## Exercise details
Work out how many lines in the records below include the string "Parse", and reply with that number alone.

%%

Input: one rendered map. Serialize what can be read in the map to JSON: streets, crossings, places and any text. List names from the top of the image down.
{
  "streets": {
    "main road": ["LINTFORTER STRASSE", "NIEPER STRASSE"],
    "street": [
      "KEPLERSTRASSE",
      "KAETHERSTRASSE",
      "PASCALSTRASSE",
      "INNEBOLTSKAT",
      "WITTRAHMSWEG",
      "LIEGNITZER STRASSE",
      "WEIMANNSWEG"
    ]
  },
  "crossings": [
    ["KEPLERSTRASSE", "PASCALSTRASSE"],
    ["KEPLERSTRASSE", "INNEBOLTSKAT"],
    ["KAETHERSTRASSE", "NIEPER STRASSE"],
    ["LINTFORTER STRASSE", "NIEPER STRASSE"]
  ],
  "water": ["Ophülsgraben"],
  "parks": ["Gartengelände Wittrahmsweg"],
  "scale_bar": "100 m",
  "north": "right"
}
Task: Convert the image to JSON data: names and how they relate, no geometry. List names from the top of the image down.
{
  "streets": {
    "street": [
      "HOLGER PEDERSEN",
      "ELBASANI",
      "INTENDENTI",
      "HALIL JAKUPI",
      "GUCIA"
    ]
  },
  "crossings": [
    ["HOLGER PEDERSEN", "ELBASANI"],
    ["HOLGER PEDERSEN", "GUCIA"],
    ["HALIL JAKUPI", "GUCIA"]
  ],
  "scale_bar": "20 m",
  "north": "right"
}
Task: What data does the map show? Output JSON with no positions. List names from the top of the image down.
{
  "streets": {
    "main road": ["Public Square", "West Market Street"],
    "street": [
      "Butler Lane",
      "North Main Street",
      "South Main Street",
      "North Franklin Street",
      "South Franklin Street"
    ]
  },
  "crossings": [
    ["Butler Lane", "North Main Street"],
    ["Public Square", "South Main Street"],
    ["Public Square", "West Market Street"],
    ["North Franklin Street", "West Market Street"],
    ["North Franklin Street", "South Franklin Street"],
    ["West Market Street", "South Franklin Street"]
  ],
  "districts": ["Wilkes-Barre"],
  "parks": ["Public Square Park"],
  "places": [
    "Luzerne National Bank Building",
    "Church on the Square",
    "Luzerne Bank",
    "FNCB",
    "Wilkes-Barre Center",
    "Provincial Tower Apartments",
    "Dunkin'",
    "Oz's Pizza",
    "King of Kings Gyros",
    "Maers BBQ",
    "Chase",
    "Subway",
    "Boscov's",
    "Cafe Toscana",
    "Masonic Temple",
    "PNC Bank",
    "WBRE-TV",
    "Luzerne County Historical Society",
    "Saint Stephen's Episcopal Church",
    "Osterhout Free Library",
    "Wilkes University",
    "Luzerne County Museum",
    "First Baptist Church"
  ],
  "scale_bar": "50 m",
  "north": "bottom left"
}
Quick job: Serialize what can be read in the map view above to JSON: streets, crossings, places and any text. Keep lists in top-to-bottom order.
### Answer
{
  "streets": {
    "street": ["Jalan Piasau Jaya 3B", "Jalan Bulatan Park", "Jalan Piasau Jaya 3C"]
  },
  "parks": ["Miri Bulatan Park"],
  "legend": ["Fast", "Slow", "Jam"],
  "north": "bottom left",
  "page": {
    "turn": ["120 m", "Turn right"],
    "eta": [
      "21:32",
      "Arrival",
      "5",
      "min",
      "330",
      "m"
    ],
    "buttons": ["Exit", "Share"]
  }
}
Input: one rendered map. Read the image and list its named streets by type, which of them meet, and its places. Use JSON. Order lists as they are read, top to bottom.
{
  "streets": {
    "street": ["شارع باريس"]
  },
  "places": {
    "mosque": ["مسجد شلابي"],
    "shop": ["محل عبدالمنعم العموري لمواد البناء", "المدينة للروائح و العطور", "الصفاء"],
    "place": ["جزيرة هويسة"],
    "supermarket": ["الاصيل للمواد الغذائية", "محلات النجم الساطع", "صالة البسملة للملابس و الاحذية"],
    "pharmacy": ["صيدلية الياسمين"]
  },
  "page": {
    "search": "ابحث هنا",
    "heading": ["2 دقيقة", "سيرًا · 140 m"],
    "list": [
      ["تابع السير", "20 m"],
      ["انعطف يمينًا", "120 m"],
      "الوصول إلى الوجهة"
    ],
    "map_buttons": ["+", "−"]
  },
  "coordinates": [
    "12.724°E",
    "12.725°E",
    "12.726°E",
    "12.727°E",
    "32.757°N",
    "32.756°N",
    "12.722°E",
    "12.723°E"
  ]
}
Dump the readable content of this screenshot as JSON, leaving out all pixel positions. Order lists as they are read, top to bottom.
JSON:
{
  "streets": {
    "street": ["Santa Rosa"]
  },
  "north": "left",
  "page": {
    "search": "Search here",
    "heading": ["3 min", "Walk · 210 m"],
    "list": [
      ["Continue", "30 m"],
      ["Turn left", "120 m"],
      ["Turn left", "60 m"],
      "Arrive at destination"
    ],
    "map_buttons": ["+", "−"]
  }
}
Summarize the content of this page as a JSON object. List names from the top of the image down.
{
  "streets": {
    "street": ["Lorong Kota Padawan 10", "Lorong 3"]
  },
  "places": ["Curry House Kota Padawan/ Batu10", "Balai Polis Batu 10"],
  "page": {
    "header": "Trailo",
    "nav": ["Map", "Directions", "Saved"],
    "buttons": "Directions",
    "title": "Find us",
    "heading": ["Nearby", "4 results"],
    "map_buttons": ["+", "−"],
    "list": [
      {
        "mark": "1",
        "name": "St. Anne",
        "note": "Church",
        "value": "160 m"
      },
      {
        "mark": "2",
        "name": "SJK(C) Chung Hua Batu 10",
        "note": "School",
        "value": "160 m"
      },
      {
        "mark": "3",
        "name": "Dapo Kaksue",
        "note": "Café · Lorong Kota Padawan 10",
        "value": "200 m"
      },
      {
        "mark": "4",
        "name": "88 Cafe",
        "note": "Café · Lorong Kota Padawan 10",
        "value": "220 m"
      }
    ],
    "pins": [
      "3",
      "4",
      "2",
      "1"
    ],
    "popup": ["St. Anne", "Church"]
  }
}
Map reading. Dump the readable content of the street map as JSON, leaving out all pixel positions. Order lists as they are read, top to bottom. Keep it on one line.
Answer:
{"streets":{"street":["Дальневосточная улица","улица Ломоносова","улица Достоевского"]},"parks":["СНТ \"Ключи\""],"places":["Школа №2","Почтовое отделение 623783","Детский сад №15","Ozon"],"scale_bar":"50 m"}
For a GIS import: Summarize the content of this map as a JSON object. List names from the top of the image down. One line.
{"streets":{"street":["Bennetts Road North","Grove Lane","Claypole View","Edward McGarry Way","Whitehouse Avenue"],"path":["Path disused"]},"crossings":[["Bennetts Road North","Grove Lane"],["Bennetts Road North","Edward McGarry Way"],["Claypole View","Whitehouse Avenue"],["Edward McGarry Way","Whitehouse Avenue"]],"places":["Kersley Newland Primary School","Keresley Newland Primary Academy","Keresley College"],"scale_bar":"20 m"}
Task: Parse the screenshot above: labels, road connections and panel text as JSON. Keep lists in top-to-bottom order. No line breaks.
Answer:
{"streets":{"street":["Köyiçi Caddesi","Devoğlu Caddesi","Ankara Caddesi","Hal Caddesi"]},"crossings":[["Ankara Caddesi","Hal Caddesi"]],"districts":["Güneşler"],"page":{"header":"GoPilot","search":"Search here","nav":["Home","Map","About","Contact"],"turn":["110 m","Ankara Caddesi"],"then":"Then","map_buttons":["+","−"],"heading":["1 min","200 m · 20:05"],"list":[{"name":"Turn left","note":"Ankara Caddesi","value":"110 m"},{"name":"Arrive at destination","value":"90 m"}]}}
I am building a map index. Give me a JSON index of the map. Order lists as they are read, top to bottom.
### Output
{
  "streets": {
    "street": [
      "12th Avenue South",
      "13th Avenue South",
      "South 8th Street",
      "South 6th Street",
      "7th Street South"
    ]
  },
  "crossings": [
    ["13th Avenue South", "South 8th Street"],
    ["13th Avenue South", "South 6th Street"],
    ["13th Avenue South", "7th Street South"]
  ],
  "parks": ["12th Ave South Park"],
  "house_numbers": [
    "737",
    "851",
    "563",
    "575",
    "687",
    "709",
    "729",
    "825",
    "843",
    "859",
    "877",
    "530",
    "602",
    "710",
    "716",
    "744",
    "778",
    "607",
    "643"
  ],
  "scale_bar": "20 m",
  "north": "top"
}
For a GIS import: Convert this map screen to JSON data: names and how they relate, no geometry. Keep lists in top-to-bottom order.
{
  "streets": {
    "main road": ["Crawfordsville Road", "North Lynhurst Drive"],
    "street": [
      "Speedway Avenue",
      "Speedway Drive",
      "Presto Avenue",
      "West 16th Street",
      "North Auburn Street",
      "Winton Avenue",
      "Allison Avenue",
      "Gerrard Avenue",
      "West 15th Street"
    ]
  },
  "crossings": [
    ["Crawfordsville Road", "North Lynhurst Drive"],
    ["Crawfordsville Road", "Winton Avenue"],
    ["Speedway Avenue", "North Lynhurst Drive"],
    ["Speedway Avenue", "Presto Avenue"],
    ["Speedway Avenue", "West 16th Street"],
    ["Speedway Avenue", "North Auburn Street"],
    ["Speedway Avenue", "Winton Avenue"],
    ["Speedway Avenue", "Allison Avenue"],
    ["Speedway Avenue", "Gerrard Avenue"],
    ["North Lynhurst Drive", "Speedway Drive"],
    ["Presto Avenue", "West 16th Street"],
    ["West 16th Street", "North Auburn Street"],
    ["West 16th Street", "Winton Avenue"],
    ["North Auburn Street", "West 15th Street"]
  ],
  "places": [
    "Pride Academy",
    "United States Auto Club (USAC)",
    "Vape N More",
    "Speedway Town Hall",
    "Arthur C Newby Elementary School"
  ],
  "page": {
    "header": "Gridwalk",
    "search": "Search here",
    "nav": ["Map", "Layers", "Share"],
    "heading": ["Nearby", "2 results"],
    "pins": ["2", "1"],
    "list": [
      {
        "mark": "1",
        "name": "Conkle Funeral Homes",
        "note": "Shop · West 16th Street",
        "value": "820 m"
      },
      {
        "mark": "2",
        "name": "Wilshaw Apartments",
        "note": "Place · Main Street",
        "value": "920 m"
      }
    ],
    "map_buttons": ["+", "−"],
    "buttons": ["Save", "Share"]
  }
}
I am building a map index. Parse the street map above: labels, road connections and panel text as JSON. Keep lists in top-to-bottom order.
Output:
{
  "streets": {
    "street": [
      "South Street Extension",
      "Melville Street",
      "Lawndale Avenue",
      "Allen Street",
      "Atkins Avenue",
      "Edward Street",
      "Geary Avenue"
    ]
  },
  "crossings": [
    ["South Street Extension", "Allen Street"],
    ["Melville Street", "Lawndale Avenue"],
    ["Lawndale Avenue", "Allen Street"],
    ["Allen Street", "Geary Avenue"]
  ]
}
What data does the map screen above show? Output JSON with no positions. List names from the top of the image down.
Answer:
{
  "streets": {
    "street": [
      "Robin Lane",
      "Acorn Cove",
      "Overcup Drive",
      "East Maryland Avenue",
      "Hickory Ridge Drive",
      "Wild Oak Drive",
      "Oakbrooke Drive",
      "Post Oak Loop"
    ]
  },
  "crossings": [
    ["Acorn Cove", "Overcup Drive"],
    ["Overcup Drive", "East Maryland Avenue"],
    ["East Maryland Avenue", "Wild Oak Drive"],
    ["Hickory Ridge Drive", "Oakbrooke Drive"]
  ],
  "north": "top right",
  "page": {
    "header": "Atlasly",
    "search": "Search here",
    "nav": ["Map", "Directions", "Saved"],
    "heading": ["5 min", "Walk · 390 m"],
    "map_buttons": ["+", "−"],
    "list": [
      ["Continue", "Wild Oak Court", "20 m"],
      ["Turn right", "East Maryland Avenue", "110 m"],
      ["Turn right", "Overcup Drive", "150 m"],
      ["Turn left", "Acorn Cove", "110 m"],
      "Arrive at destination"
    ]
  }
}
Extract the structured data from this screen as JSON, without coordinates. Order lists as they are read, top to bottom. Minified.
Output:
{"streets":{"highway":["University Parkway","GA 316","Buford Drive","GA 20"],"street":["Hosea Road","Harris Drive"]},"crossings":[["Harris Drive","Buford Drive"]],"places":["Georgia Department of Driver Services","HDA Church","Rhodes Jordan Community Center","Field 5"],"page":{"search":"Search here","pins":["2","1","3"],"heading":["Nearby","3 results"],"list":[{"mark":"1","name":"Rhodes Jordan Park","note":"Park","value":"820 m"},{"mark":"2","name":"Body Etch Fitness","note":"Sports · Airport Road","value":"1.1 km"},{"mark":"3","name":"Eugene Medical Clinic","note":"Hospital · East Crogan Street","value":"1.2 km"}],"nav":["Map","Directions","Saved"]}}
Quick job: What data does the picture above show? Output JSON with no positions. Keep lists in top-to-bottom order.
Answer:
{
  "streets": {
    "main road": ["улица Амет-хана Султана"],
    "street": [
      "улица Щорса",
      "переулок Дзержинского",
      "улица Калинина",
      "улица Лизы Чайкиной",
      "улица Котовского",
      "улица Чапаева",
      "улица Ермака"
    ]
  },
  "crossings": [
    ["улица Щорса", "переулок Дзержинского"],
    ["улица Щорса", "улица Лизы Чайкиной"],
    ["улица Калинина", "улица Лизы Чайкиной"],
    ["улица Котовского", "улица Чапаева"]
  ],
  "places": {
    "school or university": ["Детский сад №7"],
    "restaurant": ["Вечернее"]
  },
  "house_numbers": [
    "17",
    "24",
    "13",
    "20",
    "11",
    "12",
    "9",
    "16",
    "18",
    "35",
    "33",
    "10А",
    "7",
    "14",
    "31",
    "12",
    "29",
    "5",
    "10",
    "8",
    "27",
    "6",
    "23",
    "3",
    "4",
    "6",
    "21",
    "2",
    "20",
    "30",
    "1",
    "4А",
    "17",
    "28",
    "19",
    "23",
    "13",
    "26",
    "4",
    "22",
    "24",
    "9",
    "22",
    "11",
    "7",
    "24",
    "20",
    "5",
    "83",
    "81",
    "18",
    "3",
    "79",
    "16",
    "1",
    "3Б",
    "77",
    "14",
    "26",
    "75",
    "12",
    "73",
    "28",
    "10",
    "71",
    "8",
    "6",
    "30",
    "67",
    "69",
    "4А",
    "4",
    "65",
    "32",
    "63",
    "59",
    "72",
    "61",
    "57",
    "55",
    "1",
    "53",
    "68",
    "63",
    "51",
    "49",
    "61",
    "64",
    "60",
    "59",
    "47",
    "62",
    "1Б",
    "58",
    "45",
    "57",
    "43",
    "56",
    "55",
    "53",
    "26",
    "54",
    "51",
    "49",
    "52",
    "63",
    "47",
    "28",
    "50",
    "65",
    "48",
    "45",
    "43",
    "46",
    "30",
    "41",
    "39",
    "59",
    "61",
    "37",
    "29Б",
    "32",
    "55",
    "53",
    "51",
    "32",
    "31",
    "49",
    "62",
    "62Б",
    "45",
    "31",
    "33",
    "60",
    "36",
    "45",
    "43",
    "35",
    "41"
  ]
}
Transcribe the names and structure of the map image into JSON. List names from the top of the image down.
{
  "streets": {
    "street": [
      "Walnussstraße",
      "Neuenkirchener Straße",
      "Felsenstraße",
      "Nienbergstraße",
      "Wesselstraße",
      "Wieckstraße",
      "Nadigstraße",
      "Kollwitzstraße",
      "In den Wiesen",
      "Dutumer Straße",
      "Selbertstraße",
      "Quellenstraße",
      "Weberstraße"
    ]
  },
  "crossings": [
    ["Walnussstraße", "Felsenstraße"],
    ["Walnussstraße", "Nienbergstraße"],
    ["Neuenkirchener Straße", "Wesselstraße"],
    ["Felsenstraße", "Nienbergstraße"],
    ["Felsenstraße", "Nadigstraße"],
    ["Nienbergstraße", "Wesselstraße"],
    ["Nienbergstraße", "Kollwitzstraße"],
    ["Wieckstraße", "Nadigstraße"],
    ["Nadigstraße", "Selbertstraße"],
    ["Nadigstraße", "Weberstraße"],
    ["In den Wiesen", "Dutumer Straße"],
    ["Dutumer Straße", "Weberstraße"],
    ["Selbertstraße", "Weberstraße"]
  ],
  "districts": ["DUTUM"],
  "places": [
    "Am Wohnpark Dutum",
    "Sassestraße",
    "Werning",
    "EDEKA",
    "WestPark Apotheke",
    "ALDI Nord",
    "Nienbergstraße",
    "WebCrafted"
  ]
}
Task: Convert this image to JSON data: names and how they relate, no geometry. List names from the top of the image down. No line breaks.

%%

## Response to the exercise
2